Description of the task: Copy out each line below in which the string "building" appears.

Collected data:
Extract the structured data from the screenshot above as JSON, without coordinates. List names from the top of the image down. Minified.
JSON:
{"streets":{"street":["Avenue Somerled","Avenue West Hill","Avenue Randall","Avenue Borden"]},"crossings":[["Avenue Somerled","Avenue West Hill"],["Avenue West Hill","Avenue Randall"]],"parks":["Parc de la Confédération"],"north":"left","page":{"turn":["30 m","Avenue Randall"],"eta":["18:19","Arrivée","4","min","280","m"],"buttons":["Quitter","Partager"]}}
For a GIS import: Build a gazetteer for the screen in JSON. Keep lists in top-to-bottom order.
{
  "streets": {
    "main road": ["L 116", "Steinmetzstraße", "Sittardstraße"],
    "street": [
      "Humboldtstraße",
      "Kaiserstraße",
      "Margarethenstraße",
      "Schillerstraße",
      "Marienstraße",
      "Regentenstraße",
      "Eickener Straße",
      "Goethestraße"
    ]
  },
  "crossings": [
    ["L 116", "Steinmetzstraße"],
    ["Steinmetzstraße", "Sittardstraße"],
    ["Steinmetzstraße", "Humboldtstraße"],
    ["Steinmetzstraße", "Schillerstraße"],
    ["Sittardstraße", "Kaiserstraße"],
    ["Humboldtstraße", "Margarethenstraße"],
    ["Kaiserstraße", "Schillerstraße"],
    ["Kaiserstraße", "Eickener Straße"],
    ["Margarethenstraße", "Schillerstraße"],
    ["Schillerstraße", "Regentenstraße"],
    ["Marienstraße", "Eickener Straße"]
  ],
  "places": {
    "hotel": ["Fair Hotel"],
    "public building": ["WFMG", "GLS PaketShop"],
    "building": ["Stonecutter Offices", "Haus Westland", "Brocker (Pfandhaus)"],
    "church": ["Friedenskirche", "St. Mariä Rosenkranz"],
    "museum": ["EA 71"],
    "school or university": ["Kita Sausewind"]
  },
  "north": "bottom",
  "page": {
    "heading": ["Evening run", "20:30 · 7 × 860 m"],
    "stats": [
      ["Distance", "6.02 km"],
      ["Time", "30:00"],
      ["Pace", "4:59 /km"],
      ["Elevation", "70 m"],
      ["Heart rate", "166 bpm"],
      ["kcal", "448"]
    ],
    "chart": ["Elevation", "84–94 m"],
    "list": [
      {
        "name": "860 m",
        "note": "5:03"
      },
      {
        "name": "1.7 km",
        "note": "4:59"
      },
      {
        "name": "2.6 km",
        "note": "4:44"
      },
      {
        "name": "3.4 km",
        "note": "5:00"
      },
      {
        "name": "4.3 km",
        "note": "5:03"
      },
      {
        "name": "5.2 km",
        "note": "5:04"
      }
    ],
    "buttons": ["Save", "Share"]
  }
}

Your response:
    "public building": ["WFMG", "GLS PaketShop"],
    "building": ["Stonecutter Offices", "Haus Westland", "Brocker (Pfandhaus)"],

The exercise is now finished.